I was under the weather yesterday. So much so that I even stayed home from work and slept until about the middle of the afternoon. I then felt well enough to read a bit and since I was close to being done with My Brilliant Career, I retrieved my Kindle from my work bag and finished it. Wonderful! But more on that in a later post. This morning I went to work and began reading Dava Sobel’s A More Perfect Heaven: How Copernicus Revolutionized the Cosmos.

An observation. Kindle has the option to view the highlights other readers have made within the book on my Kindle while I am reading. I have this feature turned on because I find it fascinating to see what other people thought interesting and worth noting while they read. About the time I was reading Bleak House on my Kindle last summer I began to notice that people tend to highlight the same passages. Was this just because the passages were recognized as important by multiple readers? Or was there something else going on?

I’ve kept my observing eye open over the months, and it just seemed more and more bizarre that I would run across passages that indicated “highlighted by four Kindle users” or five or six but never just “one.” So I began to wonder, do people reading on their Kindle with the view other reader’s highlights turned on tend to underline a passage because someone else has already done so? Does a reader think, a couple other people thought this passage was important so I should underline it too?

I decided no, it was just coincidence. Until today.
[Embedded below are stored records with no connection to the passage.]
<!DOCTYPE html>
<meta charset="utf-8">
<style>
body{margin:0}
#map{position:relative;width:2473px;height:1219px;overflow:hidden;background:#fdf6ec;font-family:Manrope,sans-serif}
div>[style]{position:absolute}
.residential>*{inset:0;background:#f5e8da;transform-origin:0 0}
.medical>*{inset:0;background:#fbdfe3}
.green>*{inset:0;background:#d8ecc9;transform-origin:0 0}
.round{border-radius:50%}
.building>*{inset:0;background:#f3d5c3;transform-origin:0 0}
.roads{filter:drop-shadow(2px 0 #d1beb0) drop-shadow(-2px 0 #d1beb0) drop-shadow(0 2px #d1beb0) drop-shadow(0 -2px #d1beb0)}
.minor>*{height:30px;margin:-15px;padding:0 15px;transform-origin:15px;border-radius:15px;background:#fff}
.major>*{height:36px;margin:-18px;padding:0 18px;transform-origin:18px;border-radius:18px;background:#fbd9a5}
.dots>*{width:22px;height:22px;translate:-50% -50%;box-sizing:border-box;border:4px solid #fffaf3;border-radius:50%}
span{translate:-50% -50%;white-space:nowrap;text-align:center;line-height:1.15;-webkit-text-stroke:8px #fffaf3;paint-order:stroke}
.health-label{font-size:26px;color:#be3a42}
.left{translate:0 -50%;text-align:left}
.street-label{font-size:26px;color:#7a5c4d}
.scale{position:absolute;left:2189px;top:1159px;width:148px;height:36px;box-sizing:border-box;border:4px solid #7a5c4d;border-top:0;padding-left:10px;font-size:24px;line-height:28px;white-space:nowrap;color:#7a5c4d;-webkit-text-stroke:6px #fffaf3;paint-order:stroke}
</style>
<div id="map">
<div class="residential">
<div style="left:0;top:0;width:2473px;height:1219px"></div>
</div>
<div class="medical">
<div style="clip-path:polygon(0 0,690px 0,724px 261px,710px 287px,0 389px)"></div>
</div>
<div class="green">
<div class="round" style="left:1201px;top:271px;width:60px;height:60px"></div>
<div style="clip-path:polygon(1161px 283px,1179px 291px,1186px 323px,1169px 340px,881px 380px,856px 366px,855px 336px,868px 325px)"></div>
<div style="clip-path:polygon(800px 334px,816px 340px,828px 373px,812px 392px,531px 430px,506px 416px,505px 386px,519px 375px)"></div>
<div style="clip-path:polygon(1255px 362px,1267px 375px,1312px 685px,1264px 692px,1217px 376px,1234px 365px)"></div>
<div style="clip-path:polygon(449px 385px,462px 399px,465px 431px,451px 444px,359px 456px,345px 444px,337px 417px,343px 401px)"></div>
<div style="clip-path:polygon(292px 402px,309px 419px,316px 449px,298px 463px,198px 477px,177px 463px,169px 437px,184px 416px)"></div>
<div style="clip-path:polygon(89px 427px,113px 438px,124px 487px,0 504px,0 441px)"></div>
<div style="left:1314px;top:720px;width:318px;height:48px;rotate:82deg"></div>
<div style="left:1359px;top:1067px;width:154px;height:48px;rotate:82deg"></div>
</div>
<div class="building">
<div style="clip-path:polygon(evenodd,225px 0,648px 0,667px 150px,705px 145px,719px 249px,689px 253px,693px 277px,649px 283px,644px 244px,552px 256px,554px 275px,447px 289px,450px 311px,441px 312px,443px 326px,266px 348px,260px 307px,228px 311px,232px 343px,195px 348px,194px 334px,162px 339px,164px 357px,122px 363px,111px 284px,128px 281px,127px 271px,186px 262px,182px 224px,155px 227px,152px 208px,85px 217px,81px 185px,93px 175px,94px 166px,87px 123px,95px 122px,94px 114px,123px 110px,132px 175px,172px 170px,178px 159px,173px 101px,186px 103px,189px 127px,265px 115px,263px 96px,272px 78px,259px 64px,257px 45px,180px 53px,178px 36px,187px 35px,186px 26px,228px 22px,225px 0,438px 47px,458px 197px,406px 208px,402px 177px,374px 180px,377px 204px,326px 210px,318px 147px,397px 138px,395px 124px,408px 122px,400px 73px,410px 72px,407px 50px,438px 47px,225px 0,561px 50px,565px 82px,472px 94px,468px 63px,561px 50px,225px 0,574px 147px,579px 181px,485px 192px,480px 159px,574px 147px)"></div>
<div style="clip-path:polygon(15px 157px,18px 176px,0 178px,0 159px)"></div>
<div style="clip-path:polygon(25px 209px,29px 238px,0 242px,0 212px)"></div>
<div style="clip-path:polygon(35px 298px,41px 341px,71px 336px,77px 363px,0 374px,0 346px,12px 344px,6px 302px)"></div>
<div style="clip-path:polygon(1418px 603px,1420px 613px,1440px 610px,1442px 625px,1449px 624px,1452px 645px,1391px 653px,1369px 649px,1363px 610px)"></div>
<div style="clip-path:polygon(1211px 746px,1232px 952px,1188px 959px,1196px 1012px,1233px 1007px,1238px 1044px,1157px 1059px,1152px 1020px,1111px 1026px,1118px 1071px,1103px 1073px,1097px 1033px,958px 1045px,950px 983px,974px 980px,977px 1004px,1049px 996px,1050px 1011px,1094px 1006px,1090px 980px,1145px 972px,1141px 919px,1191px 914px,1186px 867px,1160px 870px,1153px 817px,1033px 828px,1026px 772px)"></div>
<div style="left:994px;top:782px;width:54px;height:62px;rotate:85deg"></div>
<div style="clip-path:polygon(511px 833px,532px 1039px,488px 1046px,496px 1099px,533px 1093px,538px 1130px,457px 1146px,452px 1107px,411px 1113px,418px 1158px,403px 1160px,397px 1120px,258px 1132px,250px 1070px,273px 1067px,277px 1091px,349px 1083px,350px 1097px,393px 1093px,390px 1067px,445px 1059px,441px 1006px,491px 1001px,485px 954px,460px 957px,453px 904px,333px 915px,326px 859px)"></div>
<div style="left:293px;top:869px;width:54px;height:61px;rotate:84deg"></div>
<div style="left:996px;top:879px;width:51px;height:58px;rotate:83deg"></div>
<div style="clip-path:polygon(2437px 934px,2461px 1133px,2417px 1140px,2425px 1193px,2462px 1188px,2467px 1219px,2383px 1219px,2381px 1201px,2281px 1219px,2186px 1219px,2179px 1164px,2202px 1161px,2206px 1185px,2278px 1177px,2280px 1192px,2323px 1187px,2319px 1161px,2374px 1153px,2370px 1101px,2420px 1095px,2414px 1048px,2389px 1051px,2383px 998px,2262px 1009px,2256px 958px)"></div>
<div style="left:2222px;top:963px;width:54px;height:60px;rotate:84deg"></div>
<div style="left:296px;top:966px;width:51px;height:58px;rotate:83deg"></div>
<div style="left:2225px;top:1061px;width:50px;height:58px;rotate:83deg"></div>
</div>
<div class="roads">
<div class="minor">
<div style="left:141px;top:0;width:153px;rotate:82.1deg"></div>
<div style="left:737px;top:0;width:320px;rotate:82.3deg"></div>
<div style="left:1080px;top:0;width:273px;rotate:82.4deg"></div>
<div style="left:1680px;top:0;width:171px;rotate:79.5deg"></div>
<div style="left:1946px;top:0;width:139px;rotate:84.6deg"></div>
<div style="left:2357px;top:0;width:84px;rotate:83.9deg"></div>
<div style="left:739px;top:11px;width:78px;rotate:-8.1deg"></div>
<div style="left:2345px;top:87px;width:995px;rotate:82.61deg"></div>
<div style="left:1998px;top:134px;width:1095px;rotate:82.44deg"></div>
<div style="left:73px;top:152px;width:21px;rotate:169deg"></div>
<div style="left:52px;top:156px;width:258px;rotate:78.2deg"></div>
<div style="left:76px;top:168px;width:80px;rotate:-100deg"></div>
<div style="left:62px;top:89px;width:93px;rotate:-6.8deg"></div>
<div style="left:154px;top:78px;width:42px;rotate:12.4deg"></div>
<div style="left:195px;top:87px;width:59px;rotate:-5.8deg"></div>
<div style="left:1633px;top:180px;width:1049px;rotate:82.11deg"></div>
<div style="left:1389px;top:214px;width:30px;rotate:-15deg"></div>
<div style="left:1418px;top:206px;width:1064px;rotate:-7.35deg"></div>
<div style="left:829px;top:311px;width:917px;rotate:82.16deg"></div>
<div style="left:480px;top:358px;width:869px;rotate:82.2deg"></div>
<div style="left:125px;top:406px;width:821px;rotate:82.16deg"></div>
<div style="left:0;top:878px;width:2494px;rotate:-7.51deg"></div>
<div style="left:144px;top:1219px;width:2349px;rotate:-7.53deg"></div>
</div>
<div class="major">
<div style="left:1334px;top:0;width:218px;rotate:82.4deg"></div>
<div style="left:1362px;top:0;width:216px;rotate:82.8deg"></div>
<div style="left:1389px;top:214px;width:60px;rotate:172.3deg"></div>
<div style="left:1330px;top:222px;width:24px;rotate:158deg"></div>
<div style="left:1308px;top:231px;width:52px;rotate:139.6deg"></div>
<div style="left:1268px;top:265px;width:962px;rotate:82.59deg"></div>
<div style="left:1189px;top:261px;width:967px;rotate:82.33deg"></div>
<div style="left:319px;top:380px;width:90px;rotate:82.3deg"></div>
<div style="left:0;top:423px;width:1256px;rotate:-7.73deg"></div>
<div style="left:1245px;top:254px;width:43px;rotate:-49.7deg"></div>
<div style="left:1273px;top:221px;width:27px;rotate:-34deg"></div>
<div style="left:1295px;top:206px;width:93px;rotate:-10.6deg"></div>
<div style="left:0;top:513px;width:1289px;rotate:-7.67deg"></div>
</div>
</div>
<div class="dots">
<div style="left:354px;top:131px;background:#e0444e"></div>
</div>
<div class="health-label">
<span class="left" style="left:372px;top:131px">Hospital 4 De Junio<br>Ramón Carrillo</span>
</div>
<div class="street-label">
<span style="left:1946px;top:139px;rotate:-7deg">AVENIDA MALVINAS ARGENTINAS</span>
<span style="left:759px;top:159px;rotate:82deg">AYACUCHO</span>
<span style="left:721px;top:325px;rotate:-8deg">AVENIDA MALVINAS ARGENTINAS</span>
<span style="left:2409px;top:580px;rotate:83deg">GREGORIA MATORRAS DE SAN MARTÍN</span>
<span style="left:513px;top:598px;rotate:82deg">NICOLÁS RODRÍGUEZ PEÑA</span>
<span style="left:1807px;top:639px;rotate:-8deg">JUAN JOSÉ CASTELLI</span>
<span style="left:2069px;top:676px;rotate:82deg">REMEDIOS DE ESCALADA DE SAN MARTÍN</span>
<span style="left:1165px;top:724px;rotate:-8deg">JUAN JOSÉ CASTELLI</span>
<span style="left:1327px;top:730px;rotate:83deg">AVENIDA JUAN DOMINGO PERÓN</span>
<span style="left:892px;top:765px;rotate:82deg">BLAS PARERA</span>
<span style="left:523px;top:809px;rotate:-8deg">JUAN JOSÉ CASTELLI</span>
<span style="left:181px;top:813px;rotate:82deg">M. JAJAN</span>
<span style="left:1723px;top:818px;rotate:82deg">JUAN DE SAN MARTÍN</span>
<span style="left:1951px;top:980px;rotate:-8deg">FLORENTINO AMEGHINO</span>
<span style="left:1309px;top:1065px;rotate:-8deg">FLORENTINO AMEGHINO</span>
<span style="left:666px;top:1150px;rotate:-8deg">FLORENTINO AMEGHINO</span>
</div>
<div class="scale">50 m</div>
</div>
As I was reading a A More Perfect Heaven this morning I again noticed that the same passages were highlighted by multiple people. I dismissed it as coincidence until I reached this passage:

equant—in effect a second axis of rotation, off-center from the true axis.

This half, out of context, nonsensical incomplete sentence was highlighted by six Kindle users. Six! Since I read this today I know the context, but by next week or by the time I finish the book, if I saw that in my highlights I would have no idea what it was talking about. Why would six people highlight this?
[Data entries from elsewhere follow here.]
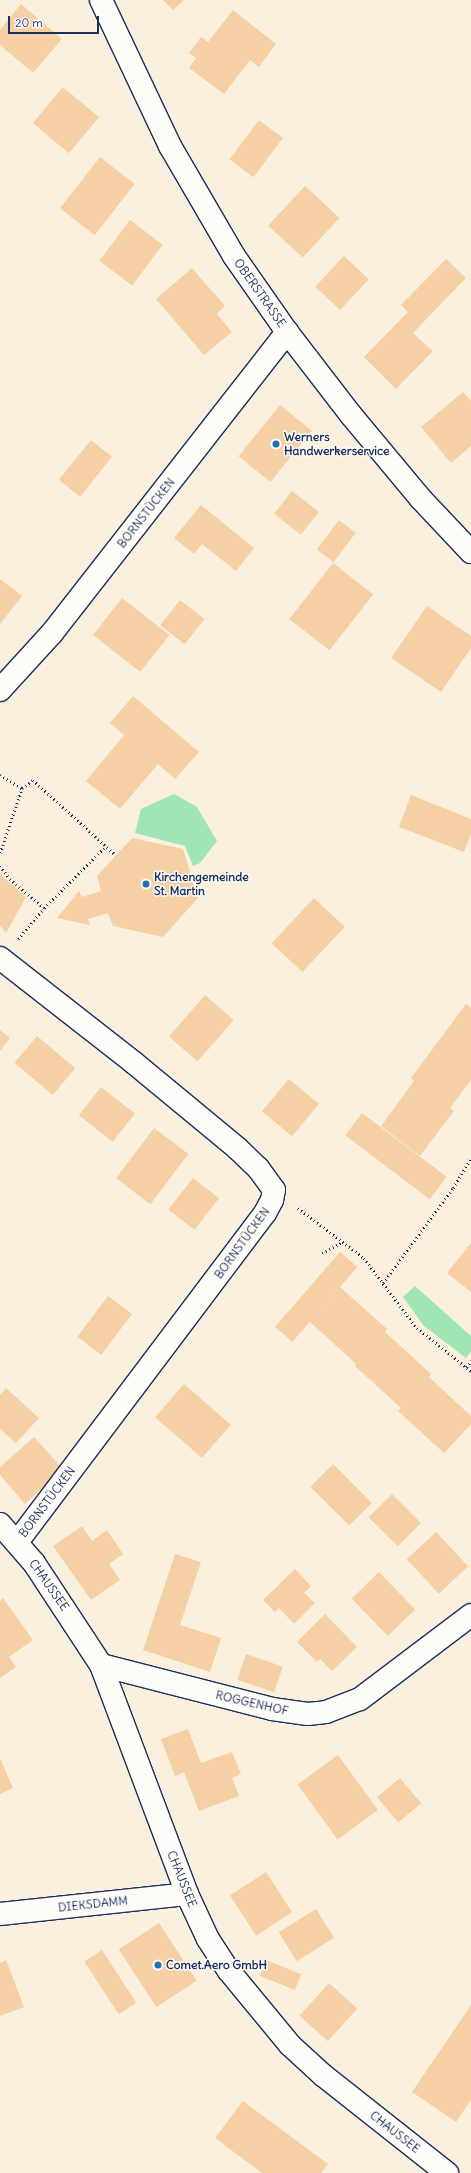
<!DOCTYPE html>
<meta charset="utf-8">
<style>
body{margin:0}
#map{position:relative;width:471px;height:2173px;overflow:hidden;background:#fbefde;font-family:Delius,sans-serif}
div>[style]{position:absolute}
.green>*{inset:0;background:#9fe6b4}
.building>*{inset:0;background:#f5d0a5;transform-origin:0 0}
.path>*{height:2.5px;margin-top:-1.25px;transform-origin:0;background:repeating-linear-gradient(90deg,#1b2f5e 0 1px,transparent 0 4px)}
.roads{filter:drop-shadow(1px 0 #1b2f5e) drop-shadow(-1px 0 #1b2f5e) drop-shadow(0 1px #1b2f5e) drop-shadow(0 -1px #1b2f5e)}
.minor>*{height:22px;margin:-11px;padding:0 11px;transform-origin:11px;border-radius:11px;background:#fdfcf7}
.tertiary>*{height:22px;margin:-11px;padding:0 11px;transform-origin:11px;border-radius:11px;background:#fdfcf7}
.dots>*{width:11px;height:11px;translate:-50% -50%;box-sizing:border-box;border:2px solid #fdfcf7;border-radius:50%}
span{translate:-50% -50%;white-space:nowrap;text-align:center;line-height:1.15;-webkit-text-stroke:3px #fdfcf7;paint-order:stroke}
.street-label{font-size:12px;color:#1b2f5e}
.poi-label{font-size:12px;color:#1b2f5e;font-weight:700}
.left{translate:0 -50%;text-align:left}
.scale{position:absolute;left:8px;top:16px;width:91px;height:18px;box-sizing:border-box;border:2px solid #1b2f5e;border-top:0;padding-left:5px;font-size:12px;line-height:14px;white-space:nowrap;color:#1b2f5e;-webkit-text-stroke:3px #fdfcf7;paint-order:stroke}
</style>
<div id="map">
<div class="green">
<i style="clip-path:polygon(174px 794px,197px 807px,217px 841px,200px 863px,193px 866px,185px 846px,135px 833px,141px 809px)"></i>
<i style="clip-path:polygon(415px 1286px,471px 1336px,471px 1351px,466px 1358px,424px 1326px,403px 1297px)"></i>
</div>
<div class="building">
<i style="clip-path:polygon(163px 0,184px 0,173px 10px)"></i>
<i style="clip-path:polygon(21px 4px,62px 39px,33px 73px,0 45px,0 30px)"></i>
<i style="clip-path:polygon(233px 10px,276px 44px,259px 67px,250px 60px,224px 94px,189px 68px,196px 58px,189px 53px,201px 37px,208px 42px)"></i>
<i style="left:63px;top:87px;width:47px;height:47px;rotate:40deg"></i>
<i style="left:259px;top:120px;width:30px;height:49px;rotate:37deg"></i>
<i style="left:100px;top:157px;width:44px;height:65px;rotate:38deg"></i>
<i style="left:305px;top:186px;width:47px;height:54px;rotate:43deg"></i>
<i style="left:130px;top:220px;width:41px;height:51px;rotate:37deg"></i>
<i style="left:344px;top:256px;width:34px;height:42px;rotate:43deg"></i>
<i style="clip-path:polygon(446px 259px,466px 278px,413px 333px,433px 351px,396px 389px,364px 357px,408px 312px,401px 305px)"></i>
<i style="clip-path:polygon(192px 268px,225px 306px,217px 314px,232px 332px,204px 355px,156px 299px)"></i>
<i style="clip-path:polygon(463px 392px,471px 401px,471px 446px,451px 463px,421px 427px)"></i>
<i style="left:280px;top:405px;width:41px;height:66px;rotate:39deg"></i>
<i style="left:91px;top:440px;width:27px;height:51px;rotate:39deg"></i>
<i style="left:292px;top:491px;width:34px;height:29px;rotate:38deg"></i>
<i style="clip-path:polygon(201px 505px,254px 548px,236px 571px,202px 544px,194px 554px,174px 538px)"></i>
<i style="left:339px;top:520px;width:21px;height:37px;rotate:37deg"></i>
<i style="left:333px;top:563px;width:51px;height:71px;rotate:38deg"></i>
<i style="clip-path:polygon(0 579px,22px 596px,0 624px)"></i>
<i style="left:122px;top:598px;width:60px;height:47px;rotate:38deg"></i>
<i style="left:180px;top:600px;width:31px;height:32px;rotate:38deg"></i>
<i style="clip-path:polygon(427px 606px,471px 636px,471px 648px,441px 692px,391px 658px)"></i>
<i style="clip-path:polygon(133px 696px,199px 752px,175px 779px,158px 764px,120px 809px,86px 781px,124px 735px,110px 723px)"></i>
<i style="clip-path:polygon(411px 795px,471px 819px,471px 834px,464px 852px,399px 827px)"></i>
<i style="clip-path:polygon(132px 838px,183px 849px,198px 898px,163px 937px,113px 926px,108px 913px,88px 919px,90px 925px,57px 918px,79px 891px,82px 897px,101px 891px,97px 876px)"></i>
<i style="clip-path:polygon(0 874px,26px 897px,6px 933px,0 925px)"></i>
<i style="left:314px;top:898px;width:42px;height:62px;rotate:43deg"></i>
<i style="left:205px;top:995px;width:38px;height:55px;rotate:41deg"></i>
<i style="clip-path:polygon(466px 1004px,471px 1008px,471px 1080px,450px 1108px,454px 1111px,420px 1156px,381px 1126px,414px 1081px,411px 1078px)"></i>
<i style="clip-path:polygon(0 1030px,10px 1038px,0 1051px)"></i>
<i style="left:37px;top:1036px;width:50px;height:35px;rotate:40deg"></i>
<i style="left:289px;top:1079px;width:39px;height:42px;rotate:40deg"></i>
<i style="left:101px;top:1087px;width:43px;height:36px;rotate:38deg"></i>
<i style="left:362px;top:1113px;width:106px;height:28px;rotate:37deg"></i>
<i style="left:154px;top:1128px;width:43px;height:63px;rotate:37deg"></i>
<i style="left:193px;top:1178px;width:33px;height:40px;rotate:38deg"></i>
<i style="clip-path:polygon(471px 1243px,471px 1292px,447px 1273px)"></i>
<i style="left:340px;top:1252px;width:23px;height:99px;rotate:41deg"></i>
<i style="clip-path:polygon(340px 1287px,387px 1329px,385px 1332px,431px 1374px,429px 1377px,471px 1416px,471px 1424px,444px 1453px,398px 1411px,401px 1408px,355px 1366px,356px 1364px,309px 1321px)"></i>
<i style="left:108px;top:1296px;width:30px;height:51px;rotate:37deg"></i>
<i style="left:184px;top:1384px;width:62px;height:44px;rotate:41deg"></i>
<i style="clip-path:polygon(6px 1388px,39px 1418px,16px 1443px,0 1429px,0 1395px)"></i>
<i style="clip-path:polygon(34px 1437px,63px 1469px,25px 1504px,0 1475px,0 1467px)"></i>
<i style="left:333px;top:1464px;width:55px;height:32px;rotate:45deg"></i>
<i style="left:392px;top:1494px;width:41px;height:33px;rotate:45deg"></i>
<i style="clip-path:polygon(82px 1526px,92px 1541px,107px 1530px,123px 1554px,109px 1564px,120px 1580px,91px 1600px,53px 1546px)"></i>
<i style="left:436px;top:1532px;width:47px;height:40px;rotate:47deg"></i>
<i style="clip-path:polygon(175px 1554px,201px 1562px,180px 1625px,221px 1638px,210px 1672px,143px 1650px)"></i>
<i style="clip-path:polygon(295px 1569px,311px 1586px,304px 1593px,315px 1603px,294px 1624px,279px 1608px,275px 1612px,263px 1600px)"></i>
<i style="left:379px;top:1572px;width:52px;height:38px;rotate:46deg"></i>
<i style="clip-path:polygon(3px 1598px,33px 1640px,9px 1657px,16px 1667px,0 1678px,0 1601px)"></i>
<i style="clip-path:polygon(325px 1614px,357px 1647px,332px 1671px,320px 1659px,317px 1662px,297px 1642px)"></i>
<i style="left:246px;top:1654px;width:39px;height:27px;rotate:19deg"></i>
<i style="clip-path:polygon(188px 1729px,201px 1763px,232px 1752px,241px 1774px,232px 1778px,239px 1796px,199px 1811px,184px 1772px,175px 1776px,161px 1739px)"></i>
<i style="left:338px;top:1755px;width:68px;height:50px;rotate:54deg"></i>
<i style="clip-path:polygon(0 1758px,13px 1788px,0 1794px)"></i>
<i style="left:400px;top:1778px;width:33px;height:30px;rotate:50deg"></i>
<i style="left:266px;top:1872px;width:48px;height:43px;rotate:57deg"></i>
<i style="left:316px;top:1909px;width:34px;height:44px;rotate:58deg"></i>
<i style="left:159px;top:1923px;width:69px;height:48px;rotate:57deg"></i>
<i style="left:102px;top:1950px;width:63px;height:21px;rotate:57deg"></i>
<i style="clip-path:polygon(6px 1960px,24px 2007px,0 2016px,0 1963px)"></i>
<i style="left:266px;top:1960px;width:38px;height:17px;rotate:22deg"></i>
<i style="left:329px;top:1983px;width:38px;height:44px;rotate:42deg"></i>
<i style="clip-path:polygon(471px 2005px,471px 2100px,456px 2122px,412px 2092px)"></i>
<i style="clip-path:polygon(243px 2101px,328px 2164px,321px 2173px,262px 2173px,215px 2138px)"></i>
</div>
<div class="path">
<i style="left:0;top:775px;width:26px;rotate:31deg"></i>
<i style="left:22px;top:788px;width:14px;rotate:-36deg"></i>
<i style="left:33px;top:780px;width:112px;rotate:42.1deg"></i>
<i style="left:0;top:853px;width:69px;rotate:-71.3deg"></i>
<i style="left:0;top:866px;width:16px;rotate:52deg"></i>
<i style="left:10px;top:879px;width:45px;rotate:40.5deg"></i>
<i style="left:44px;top:908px;width:88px;rotate:-45deg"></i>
<i style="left:18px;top:939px;width:40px;rotate:-50deg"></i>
<i style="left:298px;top:1208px;width:83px;rotate:37.1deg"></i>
<i style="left:364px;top:1258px;width:88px;rotate:52.9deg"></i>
<i style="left:417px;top:1328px;width:69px;rotate:38.5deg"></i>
<i style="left:322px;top:1253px;width:24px;rotate:-28deg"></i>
<i style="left:383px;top:1283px;width:118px;rotate:-53.6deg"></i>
<i style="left:453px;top:1188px;width:35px;rotate:-59deg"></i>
<i style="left:466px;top:1367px;width:8px;rotate:-50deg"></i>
</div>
<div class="roads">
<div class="minor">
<i style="left:101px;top:0;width:161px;rotate:64.7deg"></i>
<i style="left:170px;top:146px;width:127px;rotate:59.8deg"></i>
<i style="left:234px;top:256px;width:93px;rotate:55.1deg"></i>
<i style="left:287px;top:332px;width:105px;rotate:52.4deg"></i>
<i style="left:351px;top:415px;width:109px;rotate:50.2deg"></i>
<i style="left:421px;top:499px;width:73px;rotate:46.7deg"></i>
<i style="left:0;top:690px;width:77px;rotate:-47.6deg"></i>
<i style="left:52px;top:633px;width:382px;rotate:-52deg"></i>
<i style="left:0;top:958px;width:169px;rotate:38deg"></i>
<i style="left:133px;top:1062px;width:135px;rotate:39.6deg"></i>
<i style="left:237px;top:1148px;width:29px;rotate:44deg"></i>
<i style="left:258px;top:1168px;width:27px;rotate:54deg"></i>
<i style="left:274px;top:1190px;width:10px;rotate:101deg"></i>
<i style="left:272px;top:1200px;width:15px;rotate:118deg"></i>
<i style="left:265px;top:1213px;width:412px;rotate:127deg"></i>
<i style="left:101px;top:1665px;width:177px;rotate:14.4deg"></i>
<i style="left:272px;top:1709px;width:36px;rotate:8deg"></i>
<i style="left:308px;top:1714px;width:18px;rotate:-6deg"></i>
<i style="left:326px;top:1712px;width:36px;rotate:-21deg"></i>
<i style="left:360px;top:1699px;width:139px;rotate:-37.1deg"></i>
<i style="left:0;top:1914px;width:188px;rotate:-6.1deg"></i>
</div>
<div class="tertiary">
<i style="left:0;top:1524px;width:52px;rotate:48.9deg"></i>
<i style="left:34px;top:1563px;width:122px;rotate:56.7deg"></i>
<i style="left:101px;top:1665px;width:245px;rotate:69.4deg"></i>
<i style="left:187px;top:1894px;width:50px;rotate:65deg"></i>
<i style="left:208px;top:1939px;width:38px;rotate:57deg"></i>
<i style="left:229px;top:1971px;width:96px;rotate:50.5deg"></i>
<i style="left:290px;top:2045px;width:46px;rotate:42.4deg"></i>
<i style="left:324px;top:2076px;width:157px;rotate:38.3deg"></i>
</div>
</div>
<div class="dots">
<i style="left:276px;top:444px;background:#1f6fb2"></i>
<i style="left:146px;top:884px;background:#1f6fb2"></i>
<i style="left:158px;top:1965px;background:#1f6fb2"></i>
</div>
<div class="street-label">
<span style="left:260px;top:293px;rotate:55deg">OBERSTRASSE</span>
<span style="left:146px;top:513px;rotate:-52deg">BORNSTÜCKEN</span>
<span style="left:242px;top:1243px;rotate:-54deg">BORNSTÜCKEN</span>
<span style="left:47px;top:1502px;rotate:-53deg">BORNSTÜCKEN</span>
<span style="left:49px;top:1585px;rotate:55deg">CHAUSSEE</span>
<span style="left:252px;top:1703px;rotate:13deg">ROGGENHOF</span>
<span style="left:182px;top:1879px;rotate:68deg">CHAUSSEE</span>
<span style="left:93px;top:1904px;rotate:-6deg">DIEKSDAMM</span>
<span style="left:395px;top:2132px;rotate:38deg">CHAUSSEE</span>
</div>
<div class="poi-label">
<span class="left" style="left:284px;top:444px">Werners<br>Handwerkerservice</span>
<span class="left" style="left:154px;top:884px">Kirchengemeinde<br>St. Martin</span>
<span class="left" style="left:166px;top:1965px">Comet.Aero GmbH</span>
</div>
<div class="scale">20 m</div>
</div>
The only thing I can think of to explain it is that one person highlighted it and then the next person thought they should highlight it too and then because two people highlighted it the third person thought it should be highlighted, and so on until it has accumulated six highlights. For the record, I did not highlight it.

No longer am I able to excuse as coincidence the tendency for the same passages to be highlighted by so many people. I find this sheep-like behavior in highlighting to be a bit disturbing. I would expect some overlap between readers but nothing this consistent. Does it stem from lazy reading? Or maybe a certain lack of reading confidence? Or perhaps people are afraid of looking stupid by highlighting the “wrong” passages so highlight the same ones others before them have?

When I read on my Kindle I highlight a lot, much more than I would if I were reading a print book. I do this because I can’t page back through my Kindle when I am done looking for a passage that was on the left hand side of the page near the bottom about a quarter of the way through the book somewhere in chapter four or five. So if there is a fact or interesting tidbit I think I might want to know for later when I am blogging about the book I highlight it. As a result, the number of highlights for A More Perfect Heaven has already grown since I began reading it and a good many of my highlights have not been highlighted by others. I plan to keep an eye on the highlights for this book to see if people who read it after me begin highlighting any of my highlights. I’ll let you know if there are any interesting observations to be made.